[WORKING DATA]

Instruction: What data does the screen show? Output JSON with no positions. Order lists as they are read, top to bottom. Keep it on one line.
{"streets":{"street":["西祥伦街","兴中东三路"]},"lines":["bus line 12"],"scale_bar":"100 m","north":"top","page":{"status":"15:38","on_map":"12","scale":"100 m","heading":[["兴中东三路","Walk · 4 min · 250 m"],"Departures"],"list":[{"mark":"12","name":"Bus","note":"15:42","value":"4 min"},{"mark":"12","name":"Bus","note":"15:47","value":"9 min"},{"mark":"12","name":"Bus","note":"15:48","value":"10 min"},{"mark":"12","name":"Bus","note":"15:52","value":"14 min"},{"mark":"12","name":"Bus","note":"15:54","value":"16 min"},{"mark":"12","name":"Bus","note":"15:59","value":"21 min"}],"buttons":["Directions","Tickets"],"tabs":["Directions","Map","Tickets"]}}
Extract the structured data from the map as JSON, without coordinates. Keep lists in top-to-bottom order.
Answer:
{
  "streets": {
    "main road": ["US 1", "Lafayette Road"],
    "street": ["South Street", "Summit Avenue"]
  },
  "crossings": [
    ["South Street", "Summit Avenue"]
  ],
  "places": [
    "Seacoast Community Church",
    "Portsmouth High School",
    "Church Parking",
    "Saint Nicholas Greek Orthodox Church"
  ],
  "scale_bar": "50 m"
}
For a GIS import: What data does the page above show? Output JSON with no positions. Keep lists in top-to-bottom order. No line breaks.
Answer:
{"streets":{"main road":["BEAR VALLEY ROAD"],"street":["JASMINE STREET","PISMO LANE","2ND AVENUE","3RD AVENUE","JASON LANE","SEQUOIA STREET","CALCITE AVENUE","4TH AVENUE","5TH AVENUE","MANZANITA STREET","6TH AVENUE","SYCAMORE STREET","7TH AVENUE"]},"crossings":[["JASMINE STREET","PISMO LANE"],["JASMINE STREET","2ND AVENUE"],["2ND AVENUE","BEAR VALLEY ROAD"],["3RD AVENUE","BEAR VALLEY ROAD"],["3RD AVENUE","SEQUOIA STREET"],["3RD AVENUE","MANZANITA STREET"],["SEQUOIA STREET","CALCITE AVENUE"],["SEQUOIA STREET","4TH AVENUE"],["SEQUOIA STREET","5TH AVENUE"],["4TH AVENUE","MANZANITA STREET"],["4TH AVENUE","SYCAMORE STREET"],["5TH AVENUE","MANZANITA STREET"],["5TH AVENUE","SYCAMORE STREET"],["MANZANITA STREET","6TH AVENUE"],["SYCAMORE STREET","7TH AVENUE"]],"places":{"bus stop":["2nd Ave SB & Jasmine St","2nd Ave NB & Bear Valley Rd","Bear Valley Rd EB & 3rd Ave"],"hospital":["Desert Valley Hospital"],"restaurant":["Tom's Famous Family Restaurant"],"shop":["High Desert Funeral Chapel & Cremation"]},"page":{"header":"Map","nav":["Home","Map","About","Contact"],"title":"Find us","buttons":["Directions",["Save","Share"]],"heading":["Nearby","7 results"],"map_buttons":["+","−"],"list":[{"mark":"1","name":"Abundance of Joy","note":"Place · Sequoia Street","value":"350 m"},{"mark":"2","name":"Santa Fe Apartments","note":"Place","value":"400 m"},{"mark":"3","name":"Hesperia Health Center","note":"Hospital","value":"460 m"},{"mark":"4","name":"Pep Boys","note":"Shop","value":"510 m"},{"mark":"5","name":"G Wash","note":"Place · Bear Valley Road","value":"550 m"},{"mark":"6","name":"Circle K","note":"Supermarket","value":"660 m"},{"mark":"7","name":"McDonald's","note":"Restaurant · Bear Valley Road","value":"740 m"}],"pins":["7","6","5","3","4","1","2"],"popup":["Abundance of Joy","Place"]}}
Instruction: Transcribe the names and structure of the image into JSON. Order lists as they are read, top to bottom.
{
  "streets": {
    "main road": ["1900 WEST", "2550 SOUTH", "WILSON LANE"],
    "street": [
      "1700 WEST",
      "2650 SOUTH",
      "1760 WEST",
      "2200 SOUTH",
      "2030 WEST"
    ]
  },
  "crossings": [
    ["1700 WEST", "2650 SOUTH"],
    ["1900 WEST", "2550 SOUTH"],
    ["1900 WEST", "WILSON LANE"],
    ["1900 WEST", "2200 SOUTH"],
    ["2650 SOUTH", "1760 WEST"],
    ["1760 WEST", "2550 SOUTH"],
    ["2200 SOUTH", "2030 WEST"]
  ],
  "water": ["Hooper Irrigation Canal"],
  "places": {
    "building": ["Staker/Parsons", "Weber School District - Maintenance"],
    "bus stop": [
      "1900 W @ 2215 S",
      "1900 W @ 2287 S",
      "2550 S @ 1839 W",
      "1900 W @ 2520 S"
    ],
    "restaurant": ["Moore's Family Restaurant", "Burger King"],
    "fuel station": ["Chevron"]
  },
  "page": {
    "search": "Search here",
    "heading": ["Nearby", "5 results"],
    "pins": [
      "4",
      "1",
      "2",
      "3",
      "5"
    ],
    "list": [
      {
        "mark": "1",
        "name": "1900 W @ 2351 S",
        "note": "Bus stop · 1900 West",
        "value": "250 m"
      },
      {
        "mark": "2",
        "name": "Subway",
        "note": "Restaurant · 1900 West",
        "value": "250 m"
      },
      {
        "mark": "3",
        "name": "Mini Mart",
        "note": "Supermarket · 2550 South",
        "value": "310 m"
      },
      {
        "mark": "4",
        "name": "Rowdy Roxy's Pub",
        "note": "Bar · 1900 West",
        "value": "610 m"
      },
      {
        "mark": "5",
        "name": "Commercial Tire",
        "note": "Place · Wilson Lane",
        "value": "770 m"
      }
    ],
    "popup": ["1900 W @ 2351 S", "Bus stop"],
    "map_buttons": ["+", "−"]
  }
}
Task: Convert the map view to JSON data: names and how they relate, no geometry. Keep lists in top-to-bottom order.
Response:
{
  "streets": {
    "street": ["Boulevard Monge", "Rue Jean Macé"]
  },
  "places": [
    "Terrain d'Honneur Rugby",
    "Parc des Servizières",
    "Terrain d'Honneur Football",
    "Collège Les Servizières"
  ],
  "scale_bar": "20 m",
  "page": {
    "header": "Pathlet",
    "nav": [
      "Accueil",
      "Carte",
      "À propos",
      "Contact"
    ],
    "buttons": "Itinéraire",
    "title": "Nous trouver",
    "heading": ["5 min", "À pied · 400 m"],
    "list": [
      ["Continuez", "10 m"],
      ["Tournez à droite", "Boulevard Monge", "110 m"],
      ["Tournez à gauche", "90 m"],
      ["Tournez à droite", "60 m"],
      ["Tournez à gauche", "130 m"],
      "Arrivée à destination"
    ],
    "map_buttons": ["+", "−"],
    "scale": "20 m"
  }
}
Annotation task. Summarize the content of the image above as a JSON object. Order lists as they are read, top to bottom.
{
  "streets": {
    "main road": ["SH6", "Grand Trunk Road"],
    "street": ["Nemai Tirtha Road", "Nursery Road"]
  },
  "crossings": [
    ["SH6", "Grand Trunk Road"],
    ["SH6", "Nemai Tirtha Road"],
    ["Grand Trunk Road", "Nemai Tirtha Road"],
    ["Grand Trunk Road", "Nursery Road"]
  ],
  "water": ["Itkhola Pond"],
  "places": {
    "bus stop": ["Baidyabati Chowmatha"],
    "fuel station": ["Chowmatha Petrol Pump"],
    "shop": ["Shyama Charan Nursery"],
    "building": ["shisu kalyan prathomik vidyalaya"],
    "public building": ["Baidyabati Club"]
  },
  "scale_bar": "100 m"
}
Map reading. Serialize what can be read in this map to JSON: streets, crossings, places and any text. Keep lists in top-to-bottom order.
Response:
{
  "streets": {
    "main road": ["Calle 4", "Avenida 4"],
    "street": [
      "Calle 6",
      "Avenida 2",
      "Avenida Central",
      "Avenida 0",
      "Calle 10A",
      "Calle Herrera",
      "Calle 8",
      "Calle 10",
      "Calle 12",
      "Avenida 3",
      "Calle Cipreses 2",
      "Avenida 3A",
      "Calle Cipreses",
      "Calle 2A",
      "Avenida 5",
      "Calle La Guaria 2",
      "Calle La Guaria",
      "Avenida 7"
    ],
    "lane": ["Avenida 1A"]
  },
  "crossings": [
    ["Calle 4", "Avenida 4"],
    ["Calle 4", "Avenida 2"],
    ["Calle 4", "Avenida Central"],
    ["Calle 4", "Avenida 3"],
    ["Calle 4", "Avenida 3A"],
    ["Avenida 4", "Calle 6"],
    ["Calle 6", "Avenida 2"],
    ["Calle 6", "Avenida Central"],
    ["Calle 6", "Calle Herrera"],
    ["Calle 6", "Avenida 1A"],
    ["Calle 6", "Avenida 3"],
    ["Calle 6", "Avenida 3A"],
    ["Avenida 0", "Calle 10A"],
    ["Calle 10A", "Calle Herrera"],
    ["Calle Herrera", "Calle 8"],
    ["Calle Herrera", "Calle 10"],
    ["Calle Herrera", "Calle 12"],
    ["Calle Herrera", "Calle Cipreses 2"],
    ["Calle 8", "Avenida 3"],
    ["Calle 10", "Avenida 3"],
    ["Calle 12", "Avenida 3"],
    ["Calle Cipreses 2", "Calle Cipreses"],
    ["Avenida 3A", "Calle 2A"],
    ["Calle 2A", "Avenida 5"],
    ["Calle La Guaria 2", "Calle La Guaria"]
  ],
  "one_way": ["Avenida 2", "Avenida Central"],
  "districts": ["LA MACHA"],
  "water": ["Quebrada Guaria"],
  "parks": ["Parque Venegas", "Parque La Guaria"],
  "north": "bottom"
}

[/WORKING DATA]

Compute how many lines of the records above hold the string "Chowmatha". Give the number with no other output.

2